Si l'on ignore les raisons de la disparition de ce monument de l'espace public, comme c'est le cas de plusieurs oeuvres architecturales à Casablanca et ailleurs, les rares photos ayant survécu montrent un édifice défiant toute pesanteur. Une pyramide à quatre côtés inversée et dont le sommet a été enfoncé au sol. Une oeuvre futuriste dessinée avec l'architecte Emile Jean Duhon en 1954, ayant travaillé pour Hassan II pendant plus d'une décennie.

Mais l'oeuvre de Jean-François Zevaco ne peut être réduite à ses installations urbaines. Car ce natif de Casablanca, formé aux Beaux-arts de Paris, est avant tout l'architecte qui a dessiné plusieurs édifices qui font désormais partie du quotidien des Marocains. En témoigne la très fréquentée villa Zevaco, initialement conçue pour la famille Suissa, et qui portait son nom d'ailleurs, qui abrite depuis plusieurs années l'enseigne Paul, spécialisée dans la restauration.

zevaco

Le salon de Jean-François Zevaco

"C'est une maison qui a marqué mon enfance.

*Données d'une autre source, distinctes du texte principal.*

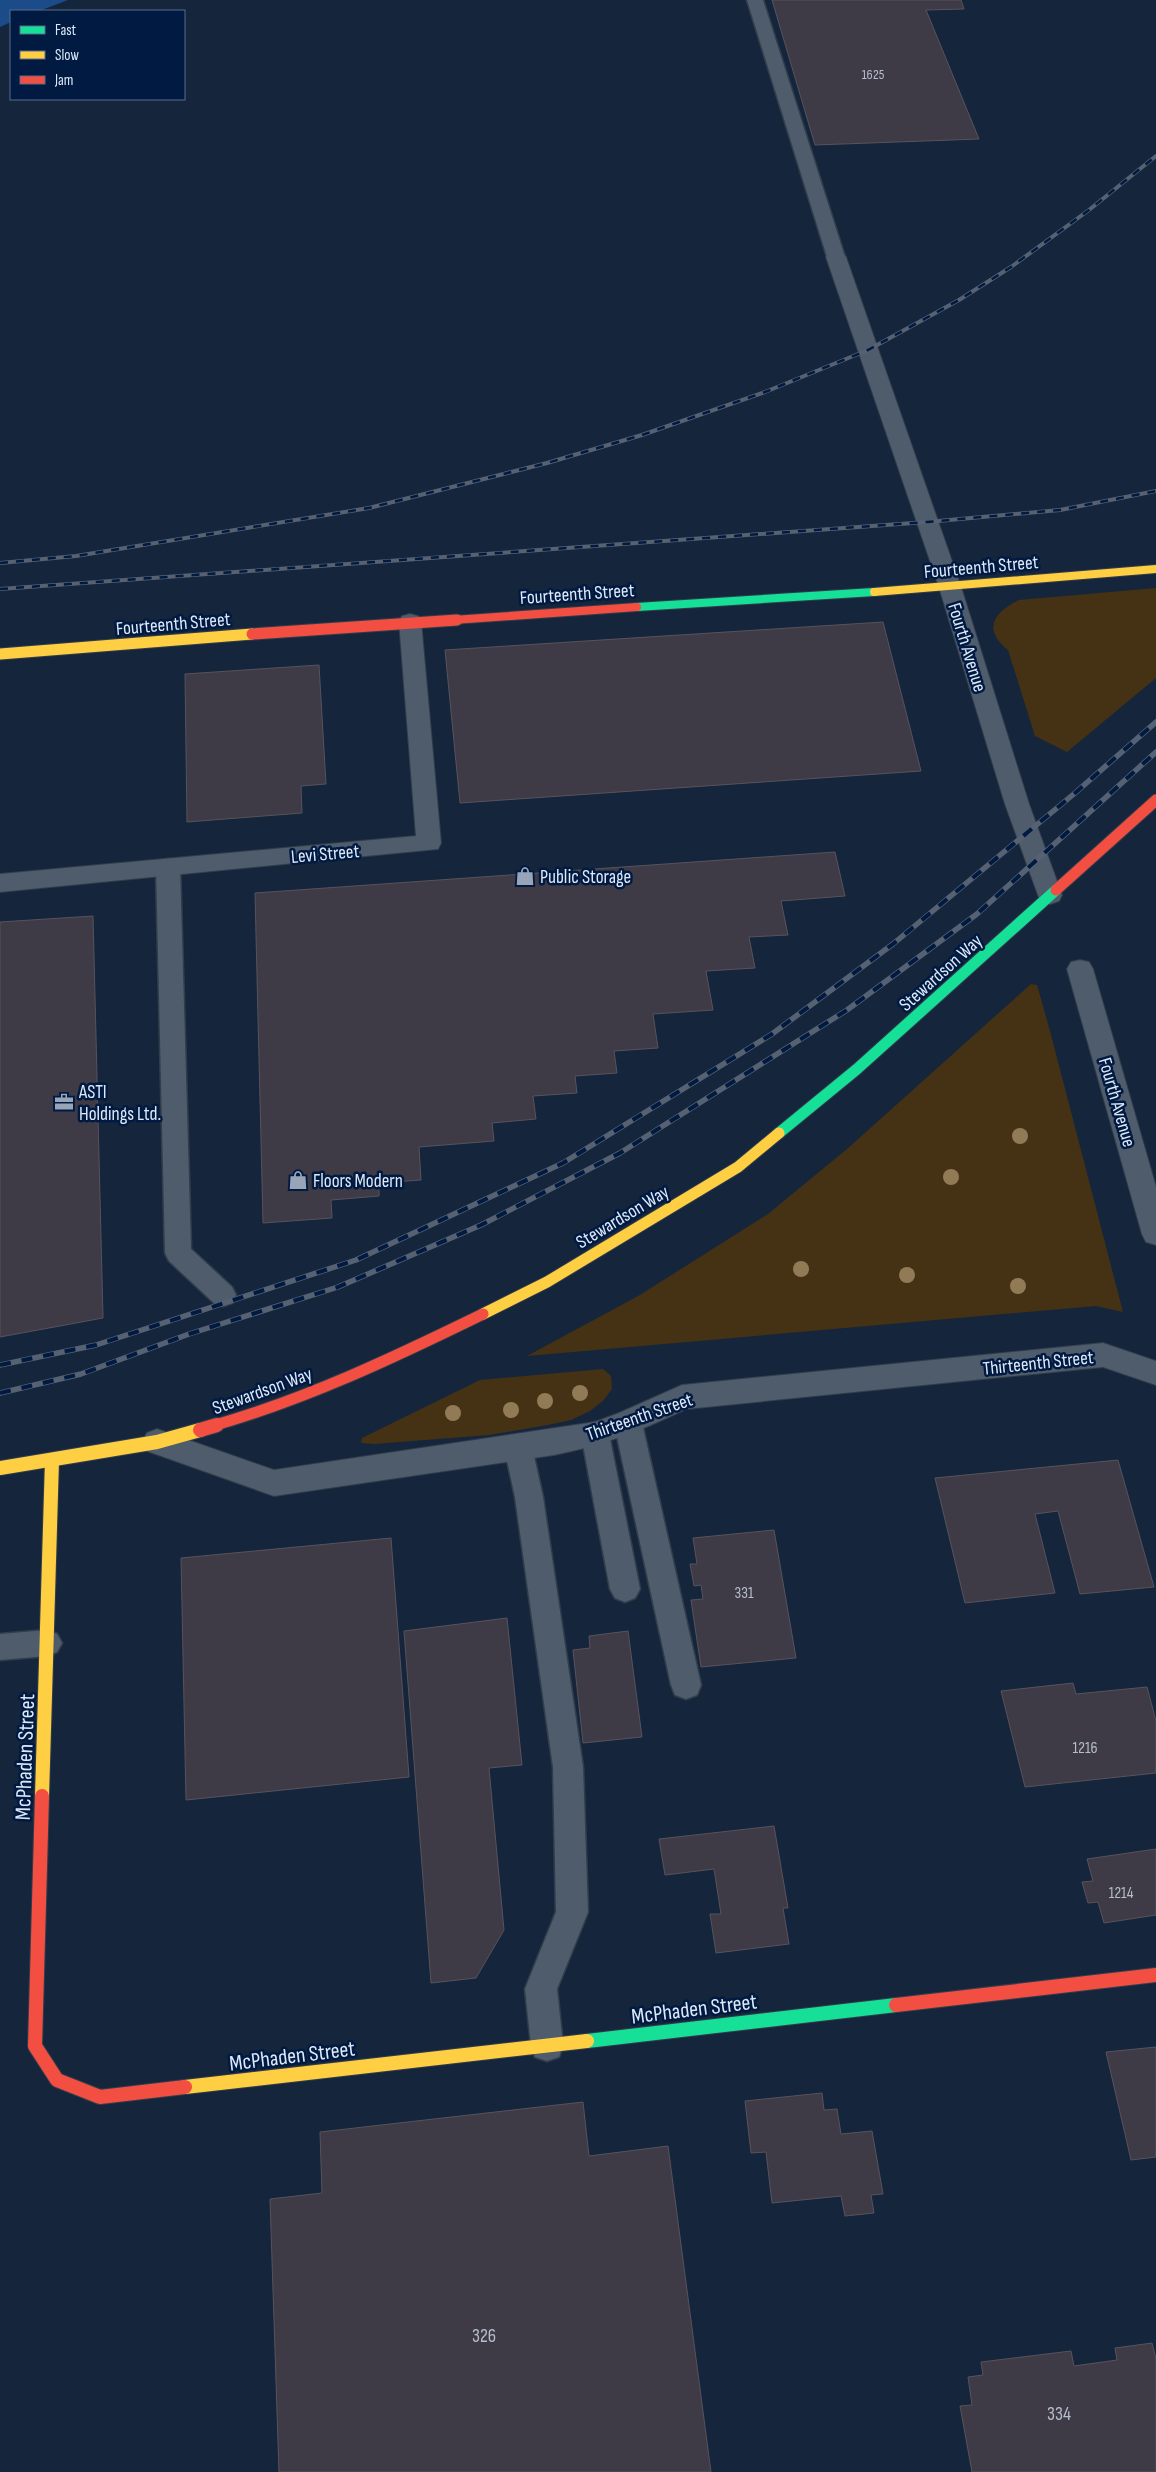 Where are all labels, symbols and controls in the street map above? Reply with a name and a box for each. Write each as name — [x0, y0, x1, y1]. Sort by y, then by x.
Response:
legend — [10, 10, 185, 100]
text: Fast — [55, 21, 77, 40]
text: Slow — [55, 46, 79, 65]
house number: 1625 — [862, 66, 885, 83]
text: Jam — [54, 71, 73, 90]
street label: Fourteenth Street — [923, 551, 1039, 584]
street label: Fourteenth Street — [519, 579, 635, 610]
street label: Fourth Avenue — [942, 600, 991, 695]
street label: Fourteenth Street — [115, 608, 231, 641]
street label: Levi Street — [290, 840, 360, 869]
shop icon: Public Storage — [514, 865, 536, 887]
place label: Public Storage — [540, 866, 631, 889]
street label: Stewardson Way — [895, 929, 988, 1017]
street label: Fourth Avenue — [1093, 1055, 1140, 1150]
place label: ASTI Holdings Ltd. — [78, 1081, 161, 1126]
office icon: ASTI Holdings Ltd. — [53, 1091, 75, 1113]
shop icon: Floors Modern — [287, 1169, 309, 1191]
place label: Floors Modern — [313, 1170, 403, 1193]
street label: Stewardson Way — [572, 1180, 674, 1254]
street label: Thirteenth Street — [982, 1346, 1095, 1381]
street label: Stewardson Way — [210, 1363, 316, 1420]
street label: Thirteenth Street — [583, 1388, 696, 1446]
house number: 331 — [734, 1584, 754, 1603]
street label: McPhaden Street — [10, 1693, 41, 1821]
house number: 1216 — [1072, 1739, 1098, 1758]
house number: 1214 — [1109, 1884, 1134, 1903]
street label: McPhaden Street — [630, 1988, 759, 2031]
street label: McPhaden Street — [228, 2035, 357, 2078]
house number: 326 — [472, 2325, 496, 2348]
house number: 334 — [1047, 2403, 1071, 2426] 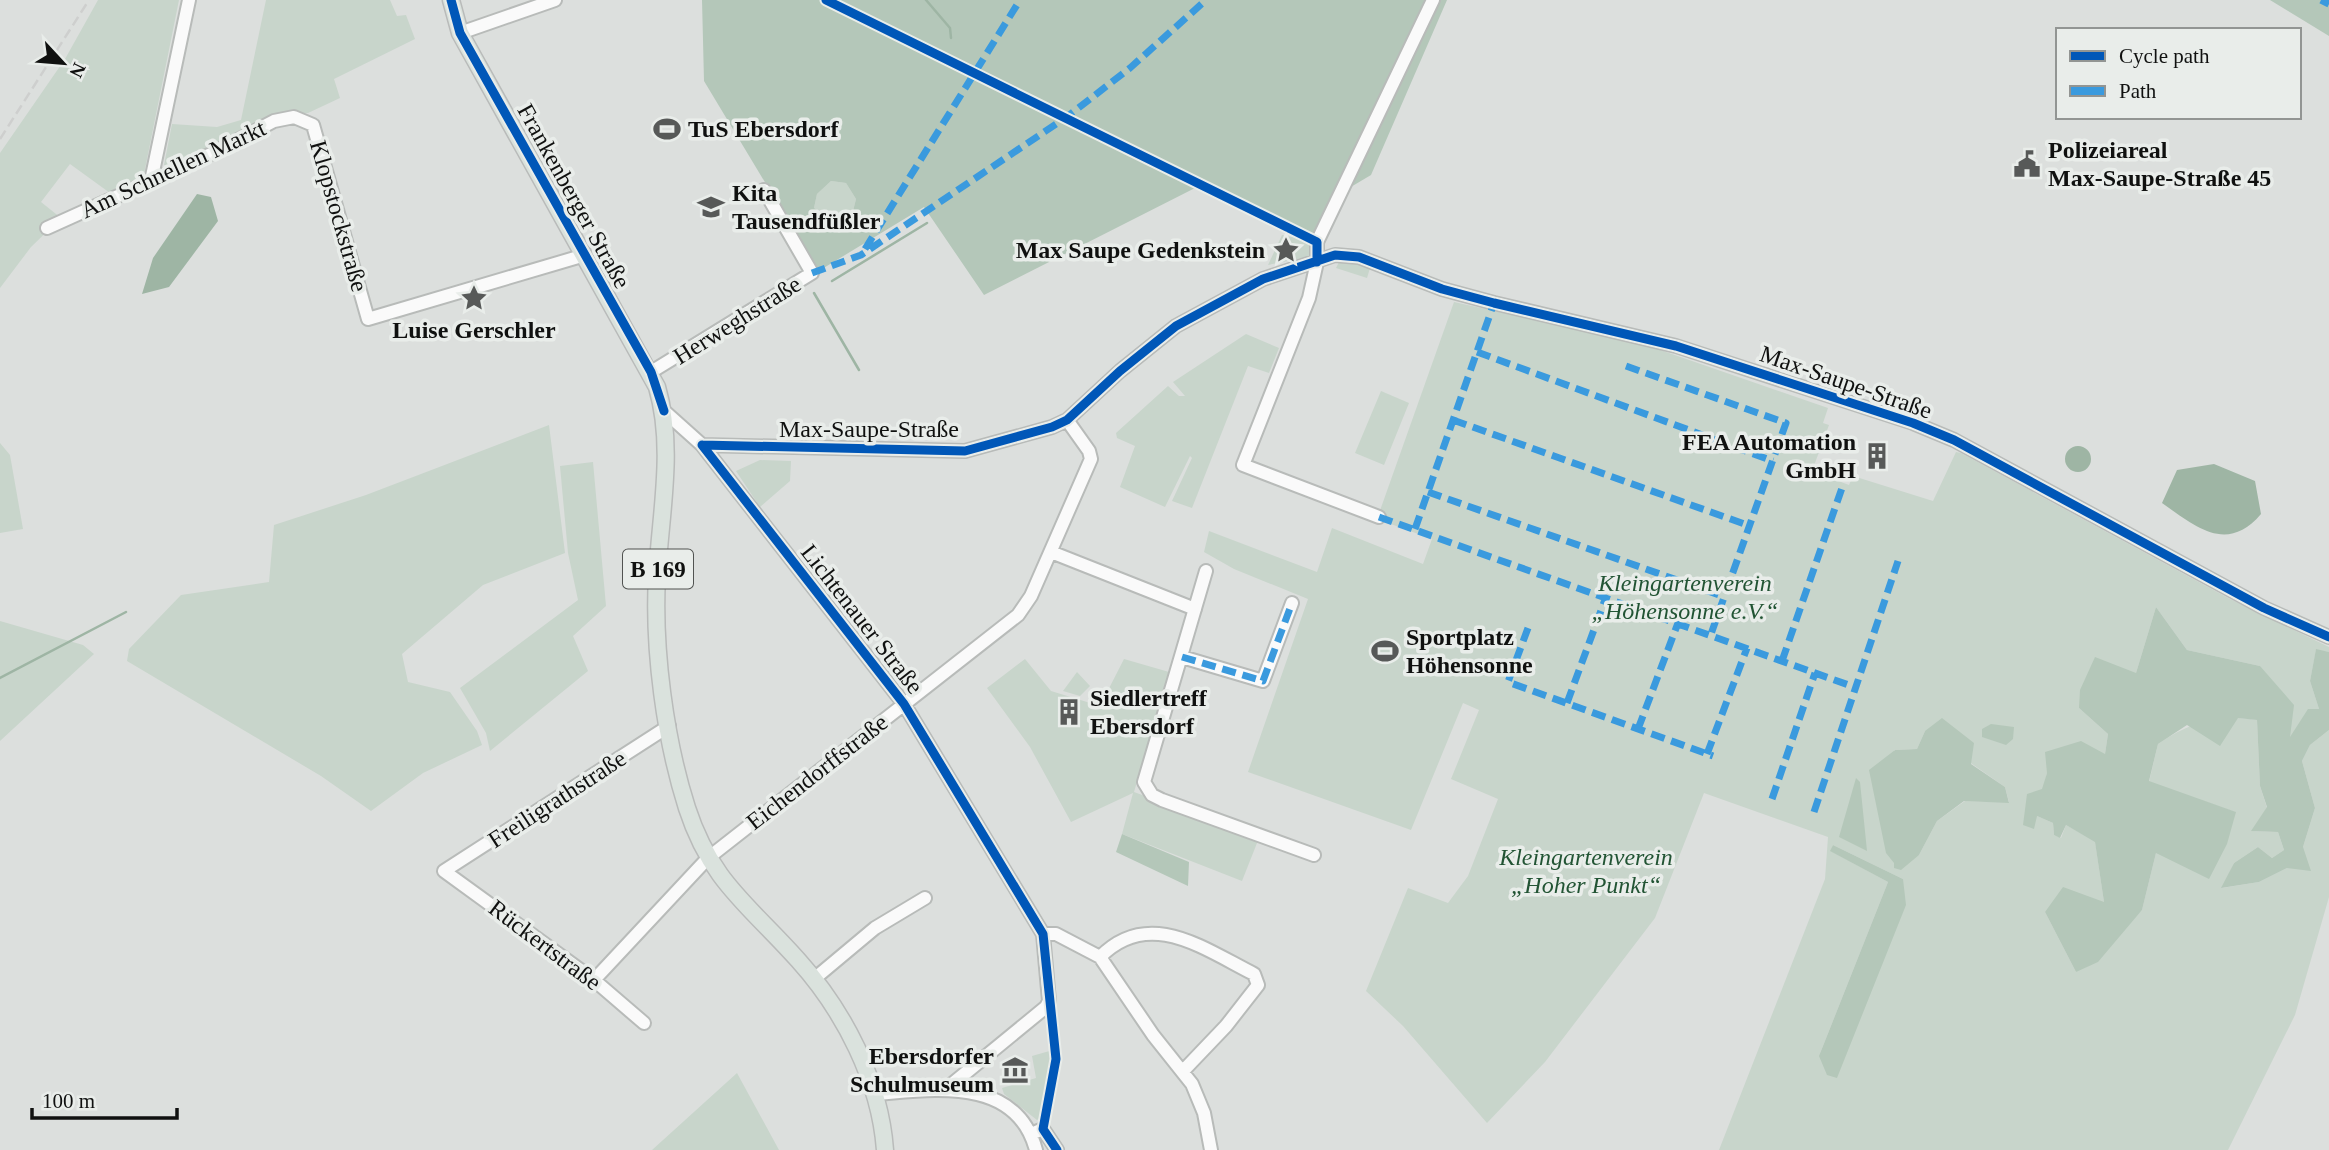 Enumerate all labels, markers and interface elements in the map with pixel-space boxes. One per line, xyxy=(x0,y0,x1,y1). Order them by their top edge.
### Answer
north arrow xyxy=(28,28,98,98)
legend xyxy=(2056,28,2301,119)
text: Cycle path xyxy=(2119,44,2210,68)
text: N xyxy=(65,59,90,81)
text: Path xyxy=(2119,79,2157,103)
street label: Frankenberger Straße xyxy=(512,99,636,293)
sports icon: TuS Ebersdorf xyxy=(652,114,682,144)
street label: Am Schnellen Markt xyxy=(76,115,270,223)
place label: TuS Ebersdorf xyxy=(688,116,840,142)
street label: Klopstockstraße xyxy=(305,137,373,295)
place label: Polizeiareal Max-Saupe-Straße 45 xyxy=(2048,137,2271,191)
public building icon: Polizeiareal Max-Saupe-Straße 45 xyxy=(2012,149,2042,179)
place label: Kita Tausendfüßler xyxy=(732,180,881,234)
school or university icon: Kita Tausendfüßler xyxy=(696,192,726,222)
place icon: Max Saupe Gedenkstein xyxy=(1271,235,1301,265)
place label: Max Saupe Gedenkstein xyxy=(1016,237,1265,263)
street label: Herweghstraße xyxy=(669,270,805,370)
place icon: Luise Gerschler xyxy=(459,283,489,313)
place label: Luise Gerschler xyxy=(392,317,556,343)
street label: Max-Saupe-Straße xyxy=(1757,340,1935,424)
street label: Max-Saupe-Straße xyxy=(779,416,959,442)
place label: FEA Automation GmbH xyxy=(1682,429,1856,483)
building icon: FEA Automation GmbH xyxy=(1862,441,1892,471)
street label: Lichtenauer Straße xyxy=(796,539,928,699)
road number: B 169 xyxy=(623,550,693,589)
park label: Kleingartenverein „Höhensonne e.V.“ xyxy=(1592,570,1778,624)
place label: Sportplatz Höhensonne xyxy=(1406,624,1533,678)
sports icon: Sportplatz Höhensonne xyxy=(1370,636,1400,666)
place label: Siedlertreff Ebersdorf xyxy=(1090,685,1208,739)
building icon: Siedlertreff Ebersdorf xyxy=(1054,697,1084,727)
street label: Eichendorffstraße xyxy=(741,709,893,835)
street label: Freiligrathstraße xyxy=(483,745,631,853)
park label: Kleingartenverein „Hoher Punkt“ xyxy=(1498,844,1673,898)
street label: Rückertstraße xyxy=(484,895,606,995)
place label: Ebersdorfer Schulmuseum xyxy=(850,1043,994,1097)
museum icon: Ebersdorfer Schulmuseum xyxy=(1000,1055,1030,1085)
scale bar xyxy=(32,1076,177,1120)
text: 100 m xyxy=(42,1089,95,1113)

Elle fait partie de ces habitations qui m'ont donné envie de faire son métier", confie au HuffPost Maroc le jeune architecte Mohamed Lahlou Kitane, qui planche actuellement sur la rénovation de la terrasse de la villa. Pour lui, "le travail de Zevaco est plastique et artistique avant d'être architectural". On ne peut en effet pas passer à côté du mouvement suggéré par l'architecte à travers cet édifice dont la forme rappelle celle d'un paquebot.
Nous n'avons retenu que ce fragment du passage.